Martinez Zogo ne doit pas mourir deux fois

MARTINEZ ZOGO SNJC Image illustrative

Sun, 28 Jun 2026 Source: www.camerounweb.com

Invité de l'émission Canal Presse sur Canal 2, Me Claude Assira, avocat de la Direction générale de la recherche extérieure (DGRE) dans le procès de l'assassinat de Martinez Zogo, a livré une déclaration empreinte d'émotion et de gravité. Il a appelé à la prudence et à la manifestation de la vérité, tout en rappelant le caractère odieux du crime commis contre le journaliste.

« Il ne faut pas oublier que nous avons assisté là à un crime odieux, qui je pense, dans les annales des histoires criminelles il ne doit pas y en avoir beaucoup », a déclaré Me Assira, faisant référence à l'assassinat du journaliste Martinez Zogo, enlevé le 17 janvier 2023 et retrouvé mort, atrocement mutilé, deux jours plus tard .

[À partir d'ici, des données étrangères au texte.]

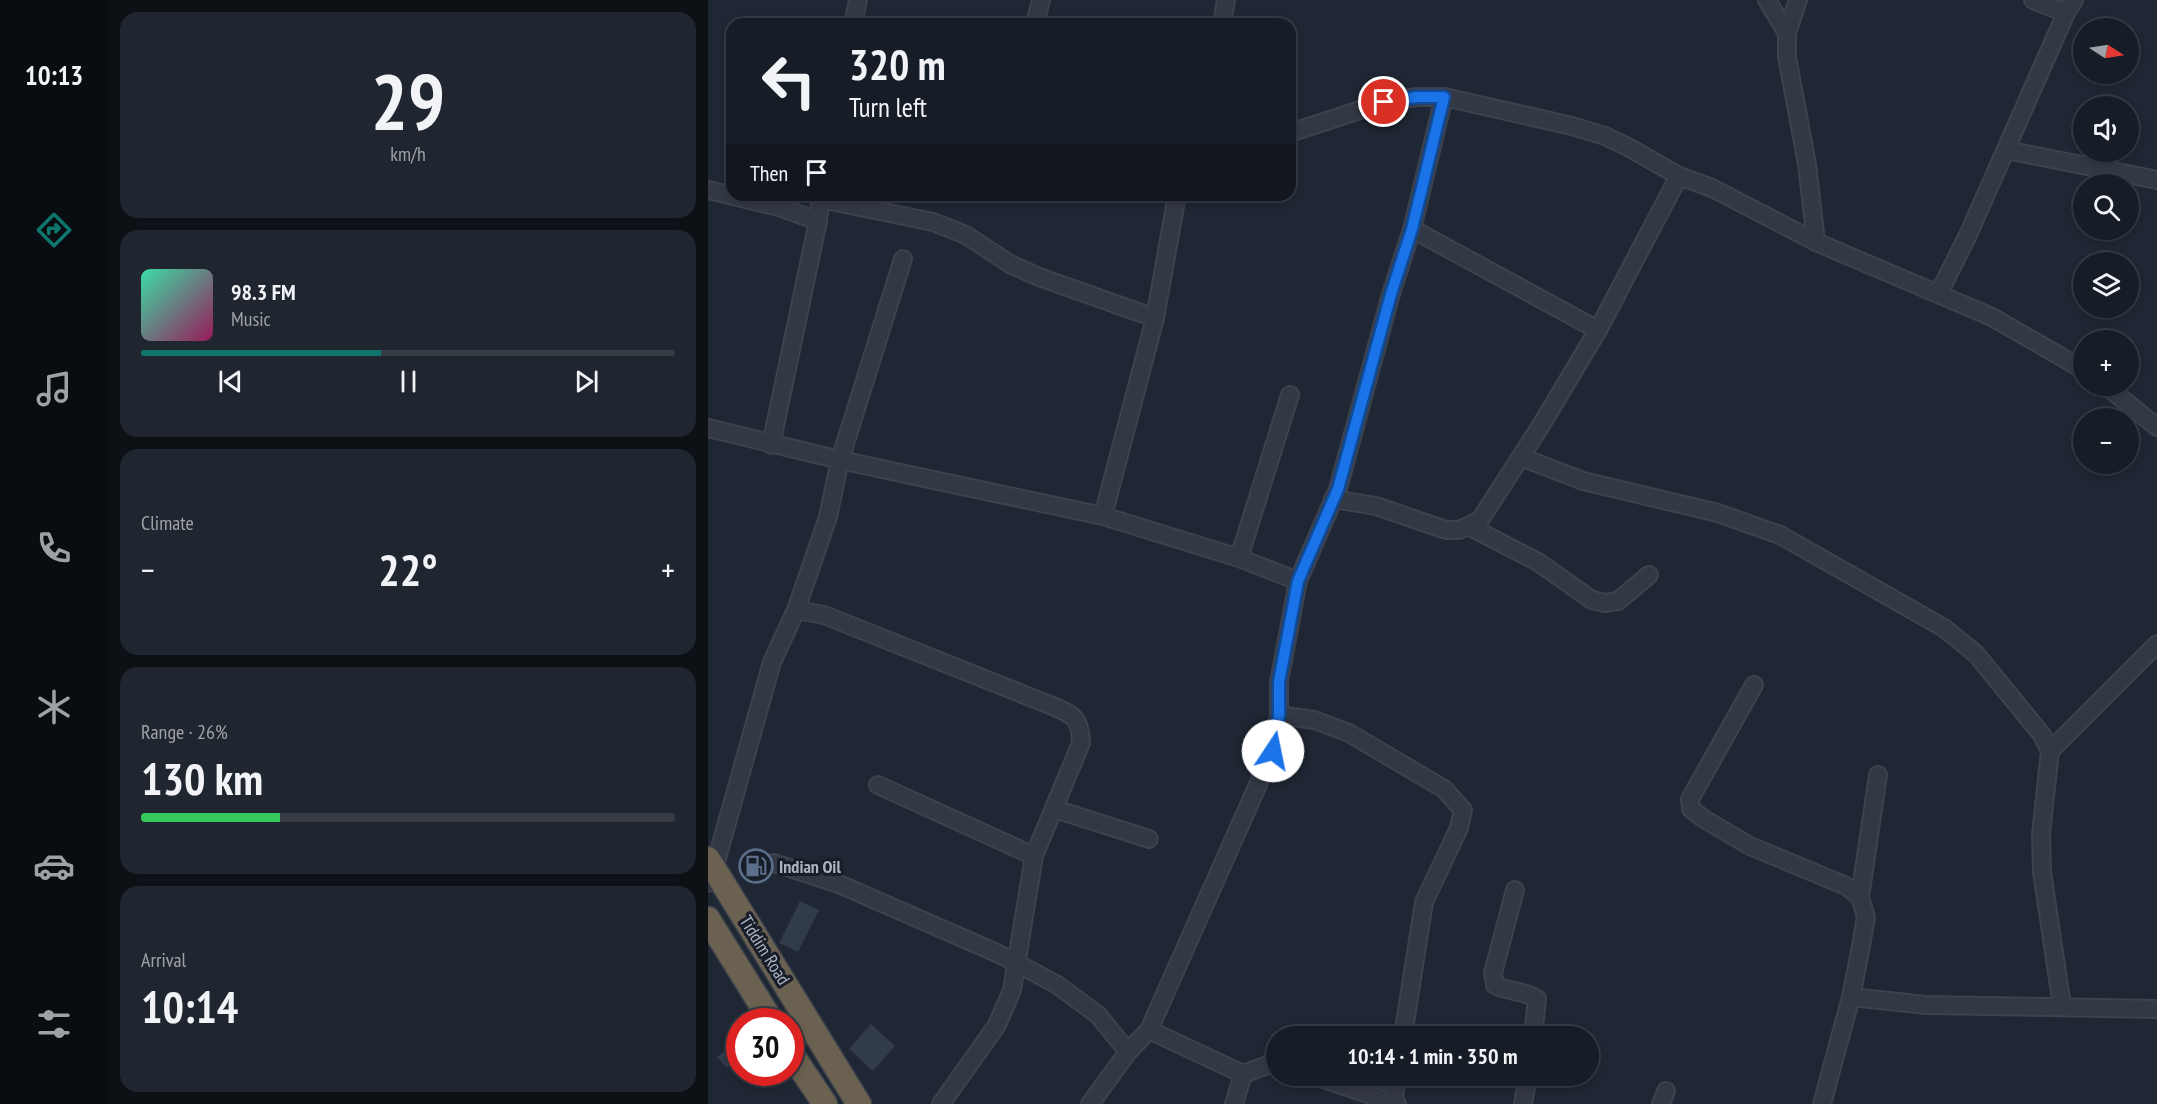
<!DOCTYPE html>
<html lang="en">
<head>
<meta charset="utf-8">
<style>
  body { margin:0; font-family:"PT Sans Narrow",sans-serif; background:#20262f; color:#f1f3f6; height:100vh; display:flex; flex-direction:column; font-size:22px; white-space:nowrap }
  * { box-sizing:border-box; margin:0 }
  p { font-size:20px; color:#9ea2a7 }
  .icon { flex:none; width:33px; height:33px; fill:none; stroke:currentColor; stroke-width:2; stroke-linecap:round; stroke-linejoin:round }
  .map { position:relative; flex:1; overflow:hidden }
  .side { display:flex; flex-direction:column; gap:12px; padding:12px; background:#0d1015; width:600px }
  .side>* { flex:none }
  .guide { position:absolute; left:18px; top:18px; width:570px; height:183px; border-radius:18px; box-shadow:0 3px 9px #0003,0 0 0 2px #363b44; background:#171d27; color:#f1f3f6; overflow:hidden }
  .needle { width:39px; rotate:102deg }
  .controls { position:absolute; left:1365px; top:18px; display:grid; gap:12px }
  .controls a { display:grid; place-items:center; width:66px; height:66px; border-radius:50%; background:#171d27; box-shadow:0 3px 9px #0003,0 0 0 2px #363b44; font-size:30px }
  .speed { position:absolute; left:18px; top:1008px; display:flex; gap:12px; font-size:30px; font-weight:700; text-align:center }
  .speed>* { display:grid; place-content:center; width:78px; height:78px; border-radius:50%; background:#171d27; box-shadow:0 3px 9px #0003,0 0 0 2px #363b44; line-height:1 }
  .speed .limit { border:9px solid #d22; background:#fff; color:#111 }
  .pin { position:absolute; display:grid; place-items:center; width:51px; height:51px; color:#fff; margin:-26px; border:3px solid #fff; border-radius:50%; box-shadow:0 2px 6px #0007 }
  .me { position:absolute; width:66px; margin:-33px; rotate:11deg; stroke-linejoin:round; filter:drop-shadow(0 0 4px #0008) }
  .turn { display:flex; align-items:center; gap:21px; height:126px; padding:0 24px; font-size:27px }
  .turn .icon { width:78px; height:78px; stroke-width:2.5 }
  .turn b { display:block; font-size:42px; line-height:51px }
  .then { display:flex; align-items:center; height:57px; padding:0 24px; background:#0003; gap:12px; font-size:22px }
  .big { font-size:45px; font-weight:700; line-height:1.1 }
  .side .card { flex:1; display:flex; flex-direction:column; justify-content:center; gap:9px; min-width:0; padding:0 21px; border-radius:18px; background:#20262f }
  .side .dial { align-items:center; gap:0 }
  .dial b { font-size:78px; line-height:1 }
  .song { display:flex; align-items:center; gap:18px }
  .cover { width:72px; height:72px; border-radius:9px; background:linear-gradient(135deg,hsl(160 70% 55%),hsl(330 70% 35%)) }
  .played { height:6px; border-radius:3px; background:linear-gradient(90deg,#0f766e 45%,#363b44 45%) }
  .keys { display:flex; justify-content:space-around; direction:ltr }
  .heat { display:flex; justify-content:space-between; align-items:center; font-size:33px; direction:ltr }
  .charge { height:9px; border-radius:4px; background:linear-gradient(90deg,#34c759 26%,#363b44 0) }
  .trip { position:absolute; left:558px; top:1026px; width:333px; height:60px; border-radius:30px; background:#171d27; box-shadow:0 3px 9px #0003,0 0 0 2px #363b44; font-weight:700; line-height:60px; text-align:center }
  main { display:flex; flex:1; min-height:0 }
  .menu { display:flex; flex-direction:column; width:108px; justify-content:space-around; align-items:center; background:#090c10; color:#9ea2a7 }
  .menu .icon { width:42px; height:42px }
  .menu .active { color:#0f766e }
  .menu b { font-size:27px; color:#f1f3f6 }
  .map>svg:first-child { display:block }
</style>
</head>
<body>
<main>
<nav class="menu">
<b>10:13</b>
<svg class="icon active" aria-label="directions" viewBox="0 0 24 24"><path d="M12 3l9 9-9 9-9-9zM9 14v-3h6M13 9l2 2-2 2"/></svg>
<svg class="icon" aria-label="music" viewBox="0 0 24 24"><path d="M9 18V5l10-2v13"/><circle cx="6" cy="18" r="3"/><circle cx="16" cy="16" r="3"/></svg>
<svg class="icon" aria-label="phone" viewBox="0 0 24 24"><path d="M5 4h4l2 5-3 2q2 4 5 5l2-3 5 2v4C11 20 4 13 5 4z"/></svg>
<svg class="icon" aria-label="climate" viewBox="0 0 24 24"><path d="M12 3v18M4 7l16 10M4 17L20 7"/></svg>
<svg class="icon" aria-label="car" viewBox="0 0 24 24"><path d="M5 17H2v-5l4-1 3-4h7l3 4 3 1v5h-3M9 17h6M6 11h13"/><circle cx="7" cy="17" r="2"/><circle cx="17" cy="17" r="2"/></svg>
<svg class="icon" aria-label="filters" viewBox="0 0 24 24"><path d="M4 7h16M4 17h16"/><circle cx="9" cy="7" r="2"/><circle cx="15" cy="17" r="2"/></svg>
</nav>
<section class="side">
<div class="card dial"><b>29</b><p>km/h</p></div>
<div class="card">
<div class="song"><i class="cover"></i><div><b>98.3 FM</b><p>Music</p></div></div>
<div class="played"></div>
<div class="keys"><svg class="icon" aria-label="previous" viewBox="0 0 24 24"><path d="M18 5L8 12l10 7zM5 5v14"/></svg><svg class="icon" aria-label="pause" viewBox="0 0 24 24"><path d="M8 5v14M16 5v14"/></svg><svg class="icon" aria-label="next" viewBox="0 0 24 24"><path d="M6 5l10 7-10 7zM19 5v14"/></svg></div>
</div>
<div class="card"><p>Climate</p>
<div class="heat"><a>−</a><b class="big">22°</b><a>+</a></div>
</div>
<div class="card"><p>Range · 26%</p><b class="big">130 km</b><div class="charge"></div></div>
<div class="card"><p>Arrival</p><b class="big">10:14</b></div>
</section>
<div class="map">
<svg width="1449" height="1104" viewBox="0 0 1449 1104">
  <rect width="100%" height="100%" fill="#1f2734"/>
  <!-- building -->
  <g fill="#313b4a">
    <polygon points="92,901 111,910 90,952 71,943"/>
    <polygon points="163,1024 187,1046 165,1071 141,1049"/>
    <polygon points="32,1038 32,1057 19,1068 9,1057"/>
  </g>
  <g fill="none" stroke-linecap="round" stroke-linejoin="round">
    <defs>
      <g id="minor">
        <polyline points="1059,0 1079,33"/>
        <polyline points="1090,0 1079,33 1079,57 1099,164 1108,242"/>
        <polyline points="1325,0 1358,13"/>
        <polyline points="145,24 150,0"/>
        <polyline points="327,24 333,0"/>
        <polyline points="514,24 518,0"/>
        <polyline points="582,133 676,102 709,97 736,97 864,126 897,136 920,147 971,176 1004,188 1108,242 1284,317 1376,370"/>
        <polyline points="1298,150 1449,180"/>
        <polyline points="0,190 71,207 110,221"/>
        <polyline points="113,199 225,222 258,235 302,264 331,277 447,318"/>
        <polyline points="704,229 890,330"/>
        <polyline points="1231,293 1260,235 1358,13 1366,0"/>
        <polyline points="1398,386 1449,427"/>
        <polyline points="0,428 132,460 395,516 531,558 590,581"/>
        <polyline points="63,445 110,221 113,195"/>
        <polyline points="813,457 875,481 1010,513 1072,535 1236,628 1268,654 1334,735 1342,751 1333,834 1334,872 1354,1006"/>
        <polyline points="625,499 668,506 738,530 751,530 772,520 832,427 890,330 971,176"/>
        <polyline points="395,516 447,318 469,195"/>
        <polyline points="762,527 830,562 884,600 897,603 910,601 941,575"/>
        <polyline points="531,558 582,395"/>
        <path d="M88,610L116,615L342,705C365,715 372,716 373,743L326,856L304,990L289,1025L233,1104"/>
        <polyline points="1046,685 982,799 983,809 996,819 1042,846 1138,886 1152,897 1158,917 1153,946 1143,997 1114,1104"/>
        <polyline points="571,715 606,720 641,733 736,789 755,810 751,828 716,902 695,1036"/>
        <polyline points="1342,751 1449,644"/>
        <polyline points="170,785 326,856"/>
        <polyline points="347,809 441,839"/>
        <polyline points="66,863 131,884 291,954 348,984 390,1015 420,1052"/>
        <polyline points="0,883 6,869 64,662 88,610 120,517 132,460 195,259"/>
        <path d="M807,890L785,973L787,985C800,992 816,990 829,999L825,1036"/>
        <polyline points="1152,897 1170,775"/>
        <polyline points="1143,997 1218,1005 1449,1009"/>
        <polyline points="441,1030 535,1074 568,1062"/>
        <polyline points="607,1076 689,1104"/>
        <polyline points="685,1103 689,1076"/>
        <polyline points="382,1104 420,1052 441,1030 565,751 571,715 571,682 590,581 630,489 683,294 704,229 736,97"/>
        <polyline points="526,1104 535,1074"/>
        <polyline points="815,1104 820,1076"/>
        <polyline points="953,1104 958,1091"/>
      </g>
      <g id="highway">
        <polyline points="0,859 151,1104"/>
        <polyline points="0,919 64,1022"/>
        <polyline points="82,1052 117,1104"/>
      </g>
    </defs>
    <!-- minor casing -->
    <use href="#minor" stroke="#3c424e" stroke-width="20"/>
    <!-- highway casing -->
    <use href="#highway" stroke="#3a414c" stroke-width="27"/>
    <!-- minor -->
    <use href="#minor" stroke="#333944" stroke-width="16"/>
    <!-- highway -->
    <use href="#highway" stroke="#6a6150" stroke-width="24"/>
  </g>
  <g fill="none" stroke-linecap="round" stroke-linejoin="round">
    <defs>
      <polyline id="route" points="565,751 571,715 571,682 590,581 630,489 683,294 704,229 736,97 709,97 676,102"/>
    </defs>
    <!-- route casing -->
    <use href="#route" stroke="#114b97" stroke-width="15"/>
    <!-- route -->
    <use href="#route" stroke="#1a73e8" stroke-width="10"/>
  </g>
  <!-- icons -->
  <defs>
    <symbol id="fuel-ring" viewBox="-11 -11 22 22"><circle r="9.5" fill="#181e29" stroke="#5c6f8a" stroke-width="1.5"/><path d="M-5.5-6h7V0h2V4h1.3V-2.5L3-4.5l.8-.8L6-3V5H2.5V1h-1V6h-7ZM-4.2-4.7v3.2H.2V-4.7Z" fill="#5c6f8a"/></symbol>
  </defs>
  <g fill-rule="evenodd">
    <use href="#fuel-ring" x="29" y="847" width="38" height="38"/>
  </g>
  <g text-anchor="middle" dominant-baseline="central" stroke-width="6" stroke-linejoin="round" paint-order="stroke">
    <!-- poi labels -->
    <g font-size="18" font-weight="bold" fill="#acb4c2" stroke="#181e29" text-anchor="start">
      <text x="71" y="866">Indian Oil</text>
    </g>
    <!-- street labels -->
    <g font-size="18" fill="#acb4c2" stroke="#181e29">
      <text transform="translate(57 950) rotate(58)">Tiddim Road</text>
    </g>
  </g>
</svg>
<div class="controls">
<a><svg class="needle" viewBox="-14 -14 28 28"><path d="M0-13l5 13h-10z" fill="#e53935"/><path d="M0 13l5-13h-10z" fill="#9ea2a7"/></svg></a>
<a><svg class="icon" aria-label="sound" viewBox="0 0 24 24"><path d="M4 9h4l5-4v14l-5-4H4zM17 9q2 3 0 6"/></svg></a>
<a><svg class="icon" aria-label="search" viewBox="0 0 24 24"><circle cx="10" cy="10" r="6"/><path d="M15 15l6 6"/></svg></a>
<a><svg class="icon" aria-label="layers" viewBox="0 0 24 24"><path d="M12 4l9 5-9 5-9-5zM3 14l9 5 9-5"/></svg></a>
<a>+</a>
<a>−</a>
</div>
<div class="speed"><div class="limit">30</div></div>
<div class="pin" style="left:676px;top:102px;background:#d93025"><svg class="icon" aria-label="arrive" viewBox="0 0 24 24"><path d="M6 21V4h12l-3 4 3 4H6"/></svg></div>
<svg class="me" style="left:565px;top:751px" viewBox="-20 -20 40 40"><circle r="19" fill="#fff"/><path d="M0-13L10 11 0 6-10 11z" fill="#1a73e8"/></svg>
<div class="trip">10:14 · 1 min · 350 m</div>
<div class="guide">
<div class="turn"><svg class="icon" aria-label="left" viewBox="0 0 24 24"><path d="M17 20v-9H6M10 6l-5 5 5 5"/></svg><div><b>320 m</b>Turn left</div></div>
<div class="then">Then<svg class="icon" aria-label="arrive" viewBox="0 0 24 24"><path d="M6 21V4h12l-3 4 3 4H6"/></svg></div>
</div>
</div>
</main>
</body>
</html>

L'avocat a souligné le caractère particulièrement inhumain du crime : « Martinez Zogo a été tué dans des conditions d'une parfaite inhumanité, une véritable bestialité. »

Me Assira a appelé à ce que la mémoire du journaliste disparu soit respectée. « Martinez Zogo ne doit pas mourir deux fois. Il a été tué dans des conditions d'une parfaite inhumanité. »

Il a rappelé les limites de la justice, tout en insistant sur son objectif essentiel : « Malheureusement tout ce que nous pourrions faire ne sera pas de nature à contribuer à ce qu'il soit ressuscité. Mais au moins, que les auteurs puissent être connus et identifiés. »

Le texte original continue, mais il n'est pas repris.